[DATA — start]

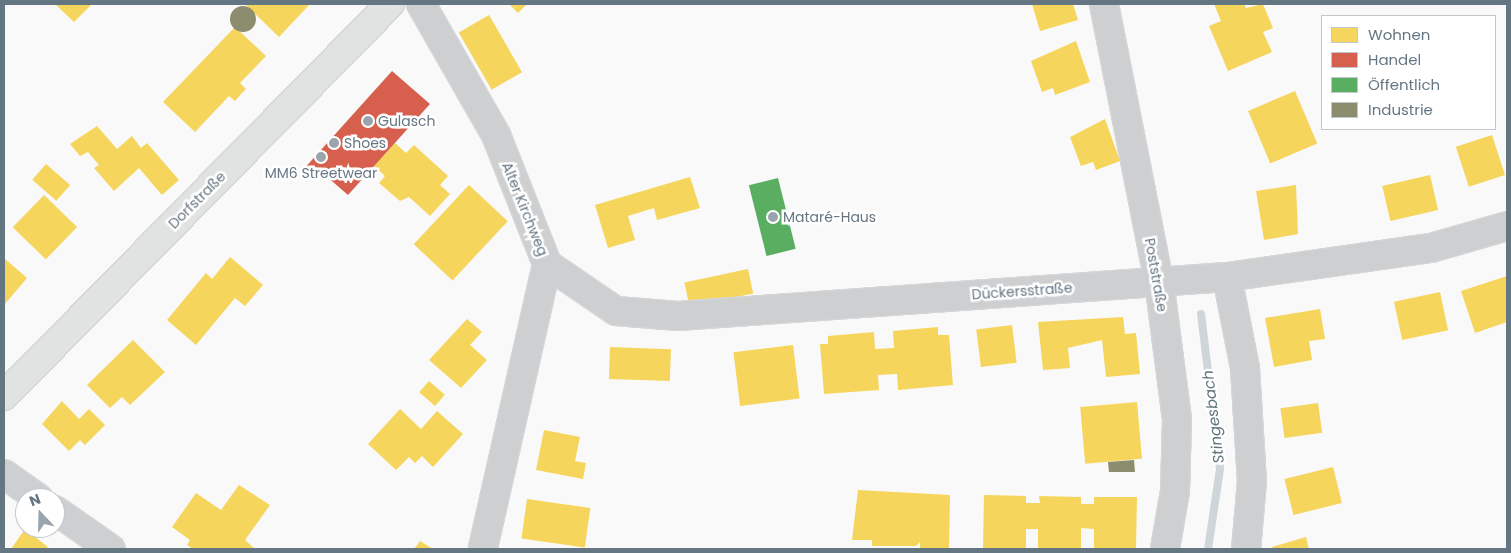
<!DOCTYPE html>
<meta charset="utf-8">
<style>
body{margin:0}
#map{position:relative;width:1511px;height:553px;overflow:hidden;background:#f9f9f9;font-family:Poppins,sans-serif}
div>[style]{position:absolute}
.homes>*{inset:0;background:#f6d55c;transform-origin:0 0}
.shops>*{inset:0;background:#d6604d}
.public>*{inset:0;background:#5aae61;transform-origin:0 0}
.industry>*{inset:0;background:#8c8c6e}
.round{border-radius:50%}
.stream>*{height:8px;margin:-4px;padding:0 4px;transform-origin:4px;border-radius:4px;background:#ced6d9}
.roads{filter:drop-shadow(1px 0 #d5d6d7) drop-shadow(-1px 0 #d5d6d7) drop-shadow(0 1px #d5d6d7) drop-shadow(0 -1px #d5d6d7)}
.minor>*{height:28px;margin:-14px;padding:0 14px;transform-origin:14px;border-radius:14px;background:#cecfd0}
.secondary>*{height:28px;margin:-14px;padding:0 14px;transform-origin:14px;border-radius:14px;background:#e1e2e2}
.dots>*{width:14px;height:14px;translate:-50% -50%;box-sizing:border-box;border:2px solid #fff;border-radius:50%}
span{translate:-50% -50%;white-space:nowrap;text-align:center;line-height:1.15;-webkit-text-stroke:5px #fff;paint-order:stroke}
.poi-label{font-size:14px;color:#657683}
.left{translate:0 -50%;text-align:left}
.street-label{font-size:14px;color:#657683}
.water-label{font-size:15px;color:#60757c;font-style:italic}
.frame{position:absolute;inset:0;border:5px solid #657683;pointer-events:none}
.legend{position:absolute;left:1321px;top:15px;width:175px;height:115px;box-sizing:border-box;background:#fff;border:1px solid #c1c8cd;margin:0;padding:6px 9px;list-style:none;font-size:15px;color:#657683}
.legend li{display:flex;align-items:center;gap:10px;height:25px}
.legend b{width:25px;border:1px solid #c1c8cd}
.north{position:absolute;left:15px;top:488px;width:50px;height:50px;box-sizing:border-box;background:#fff;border:1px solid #c1c8cd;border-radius:50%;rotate:339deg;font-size:14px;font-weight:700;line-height:20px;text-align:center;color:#657683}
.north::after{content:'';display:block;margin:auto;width:18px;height:22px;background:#99a4ac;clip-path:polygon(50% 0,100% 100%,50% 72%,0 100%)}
</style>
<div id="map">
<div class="homes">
<i style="clip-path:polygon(55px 4px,92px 4px,74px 22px)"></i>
<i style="clip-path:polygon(245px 4px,310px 4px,279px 37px)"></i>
<i style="clip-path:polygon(509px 4px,527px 4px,518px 13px)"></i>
<i style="clip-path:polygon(1032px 4px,1073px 4px,1078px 20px,1040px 31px)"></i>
<i style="clip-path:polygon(1214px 4px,1244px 4px,1246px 8px,1263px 4px,1273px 28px,1263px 32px,1272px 52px,1228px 71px,1209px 26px,1221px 21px)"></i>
<i style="left:489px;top:15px;width:66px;height:35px;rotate:60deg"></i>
<i style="clip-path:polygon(235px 27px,266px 56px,240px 83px,246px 89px,241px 94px,235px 101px,229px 96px,195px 132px,163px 102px)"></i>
<i style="clip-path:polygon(1076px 41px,1090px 82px,1055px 95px,1053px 88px,1042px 92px,1031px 61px)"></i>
<i style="left:1295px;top:91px;width:57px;height:51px;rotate:67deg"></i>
<i style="clip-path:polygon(1105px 119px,1120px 161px,1096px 170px,1093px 162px,1081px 166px,1070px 137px)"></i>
<i style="clip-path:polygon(97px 126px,117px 149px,132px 136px,141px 148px,147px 143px,179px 180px,162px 195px,139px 168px,114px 191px,94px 168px,99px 165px,88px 152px,80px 156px,70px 144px)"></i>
<i style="left:1492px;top:135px;width:42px;height:38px;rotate:72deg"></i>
<i style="clip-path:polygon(395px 143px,406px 153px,414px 145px,448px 176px,440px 185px,450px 194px,430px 216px,409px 197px,400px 201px,379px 183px,385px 176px,374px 166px)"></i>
<i style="left:46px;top:164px;width:32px;height:21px;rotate:41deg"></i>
<i style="left:1430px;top:175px;width:36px;height:49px;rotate:77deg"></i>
<i style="clip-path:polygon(690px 177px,700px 208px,657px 220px,654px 208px,628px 216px,635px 240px,608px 248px,595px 205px)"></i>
<i style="left:469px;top:185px;width:53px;height:81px;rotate:43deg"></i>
<i style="clip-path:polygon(1296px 185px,1298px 234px,1264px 240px,1256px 191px)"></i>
<i style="left:44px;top:195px;width:46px;height:45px;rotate:44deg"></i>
<i style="clip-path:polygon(230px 257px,263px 285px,245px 306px,235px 298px,196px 345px,167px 320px,206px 273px,212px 279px)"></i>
<i style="clip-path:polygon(4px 258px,27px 278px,4px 305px)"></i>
<i style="left:748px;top:269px;width:25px;height:65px;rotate:78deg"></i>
<i style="clip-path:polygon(1507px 276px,1507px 322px,1475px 333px,1461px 291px)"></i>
<i style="left:1440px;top:292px;width:39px;height:47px;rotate:78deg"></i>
<i style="clip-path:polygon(1320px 309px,1325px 339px,1309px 341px,1312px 360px,1274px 367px,1265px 318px)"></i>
<i style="clip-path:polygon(1123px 317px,1125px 334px,1136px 333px,1140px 374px,1106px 377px,1102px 340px,1068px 348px,1070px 368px,1043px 370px,1038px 322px)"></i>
<i style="clip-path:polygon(467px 319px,482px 332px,470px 345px,487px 360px,461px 388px,429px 360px)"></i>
<i style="left:1012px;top:325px;width:38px;height:36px;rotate:83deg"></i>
<i style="clip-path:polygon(938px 327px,938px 335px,949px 335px,953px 385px,898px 390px,897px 374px,878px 375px,879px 390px,824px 394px,820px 344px,828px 344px,828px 336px,874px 332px,875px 349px,894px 348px,893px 331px)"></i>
<i style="clip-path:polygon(133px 340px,165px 372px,130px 405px,122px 397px,110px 408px,87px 385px)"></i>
<i style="left:793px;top:345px;width:54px;height:60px;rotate:83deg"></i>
<i style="left:610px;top:347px;width:61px;height:32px;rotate:2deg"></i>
<i style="left:429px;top:381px;width:21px;height:15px;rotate:41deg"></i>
<i style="clip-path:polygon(62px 401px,79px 419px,89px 409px,105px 425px,85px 445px,80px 440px,69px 451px,42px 424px)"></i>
<i style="left:1137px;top:402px;width:57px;height:57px;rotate:85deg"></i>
<i style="left:1318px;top:403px;width:30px;height:38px;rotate:82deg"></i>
<i style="clip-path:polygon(400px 409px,421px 429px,437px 411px,463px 434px,433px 467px,422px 456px,415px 463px,409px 457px,396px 470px,368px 444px)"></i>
<i style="clip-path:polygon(544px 430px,580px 437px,575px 461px,586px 463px,583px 479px,536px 470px)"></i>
<i style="left:1333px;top:467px;width:37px;height:50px;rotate:76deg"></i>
<i style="clip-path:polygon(239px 485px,270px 505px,245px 540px,255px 549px,193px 549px,187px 545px,190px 540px,172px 527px,196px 493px,221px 510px)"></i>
<i style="clip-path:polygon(858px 490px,950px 495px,949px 549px,920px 549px,920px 542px,916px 546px,872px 546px,872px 540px,852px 540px)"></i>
<i style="clip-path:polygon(984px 495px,1026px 496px,1026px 503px,1040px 503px,1039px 496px,1081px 497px,1081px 504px,1094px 504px,1094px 497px,1137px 497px,1136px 549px,1094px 549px,1094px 529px,1081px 528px,1081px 549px,1038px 549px,1038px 529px,1026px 529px,1026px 549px,983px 549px)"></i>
<i style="left:527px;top:499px;width:64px;height:40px;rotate:8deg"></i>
<i style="clip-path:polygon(25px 529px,48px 547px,46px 549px,11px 549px)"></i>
<i style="clip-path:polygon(1306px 537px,1309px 549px,1273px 549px,1272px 547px)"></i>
<i style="clip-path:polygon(420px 541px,433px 549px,414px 549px)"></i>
</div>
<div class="shops">
<i style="clip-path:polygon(392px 71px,430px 104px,348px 195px,318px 169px,310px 178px,302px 171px)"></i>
</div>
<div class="public">
<i style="left:778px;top:178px;width:73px;height:30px;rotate:76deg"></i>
</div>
<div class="industry">
<i class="round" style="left:230px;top:6px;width:26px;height:26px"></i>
<i style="clip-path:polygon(1134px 460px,1135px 472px,1109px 472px,1108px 462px)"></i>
</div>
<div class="stream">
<i style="left:1201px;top:314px;width:156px;rotate:83deg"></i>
<i style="left:1220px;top:469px;width:81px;rotate:98.5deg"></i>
</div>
<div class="roads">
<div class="minor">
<i style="left:421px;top:4px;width:151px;rotate:60.2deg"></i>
<i style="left:496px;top:135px;width:139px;rotate:68.4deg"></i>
<i style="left:547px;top:264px;width:292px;rotate:102.7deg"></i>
<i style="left:1104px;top:4px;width:282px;rotate:78.8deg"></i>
<i style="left:1159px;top:281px;width:140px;rotate:82.6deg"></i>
<i style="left:1177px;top:420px;width:71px;rotate:91.6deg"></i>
<i style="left:1175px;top:491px;width:59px;rotate:99.8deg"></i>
<i style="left:547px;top:264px;width:83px;rotate:34.3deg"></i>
<i style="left:616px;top:311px;width:62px;rotate:4.6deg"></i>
<i style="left:678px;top:316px;width:550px;rotate:-4.06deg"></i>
<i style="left:1227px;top:277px;width:206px;rotate:-8.1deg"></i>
<i style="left:1431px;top:248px;width:79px;rotate:-16.1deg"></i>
<i style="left:1227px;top:277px;width:93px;rotate:78.8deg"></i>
<i style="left:1245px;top:368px;width:113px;rotate:86.5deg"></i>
<i style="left:1252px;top:481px;width:68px;rotate:95deg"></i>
<i style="left:4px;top:474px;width:42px;rotate:35.2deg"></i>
<i style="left:55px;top:510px;width:68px;rotate:34.9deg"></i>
</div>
<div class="secondary">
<i style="left:4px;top:396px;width:550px;rotate:-45.44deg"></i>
</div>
</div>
<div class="dots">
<i style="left:368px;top:121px;background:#99a4ac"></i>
<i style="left:334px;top:143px;background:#99a4ac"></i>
<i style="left:321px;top:157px;background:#99a4ac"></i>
<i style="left:773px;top:217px;background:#99a4ac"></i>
</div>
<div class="poi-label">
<span class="left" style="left:378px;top:121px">Gulasch</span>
<span class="left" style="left:344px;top:143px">Shoes</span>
<span style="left:321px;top:173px">MM6 Streetwear</span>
<span class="left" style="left:783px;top:217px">Mataré-Haus</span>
</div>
<div class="street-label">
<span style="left:197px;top:200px;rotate:-45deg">Dorfstraße</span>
<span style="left:525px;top:209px;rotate:68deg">Alter Kirchweg</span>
<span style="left:1156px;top:275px;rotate:80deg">Poststraße</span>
<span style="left:1022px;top:291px;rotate:-4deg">Dückersstraße</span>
</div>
<div class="water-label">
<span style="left:1213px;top:417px;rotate:-97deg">Stingesbach</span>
</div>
<div class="frame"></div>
<ul class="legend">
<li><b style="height:14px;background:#f6d55c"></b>Wohnen</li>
<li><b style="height:14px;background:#d6604d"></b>Handel</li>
<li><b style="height:14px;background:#5aae61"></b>Öffentlich</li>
<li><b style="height:14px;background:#8c8c6e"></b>Industrie</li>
</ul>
<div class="north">N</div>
</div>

[DATA — finish]

Take every line from the records that holds "stream" and copy it down.

.stream>*{height:8px;margin:-4px;padding:0 4px;transform-origin:4px;border-radius:4px;background:#ced6d9}
<div class="stream">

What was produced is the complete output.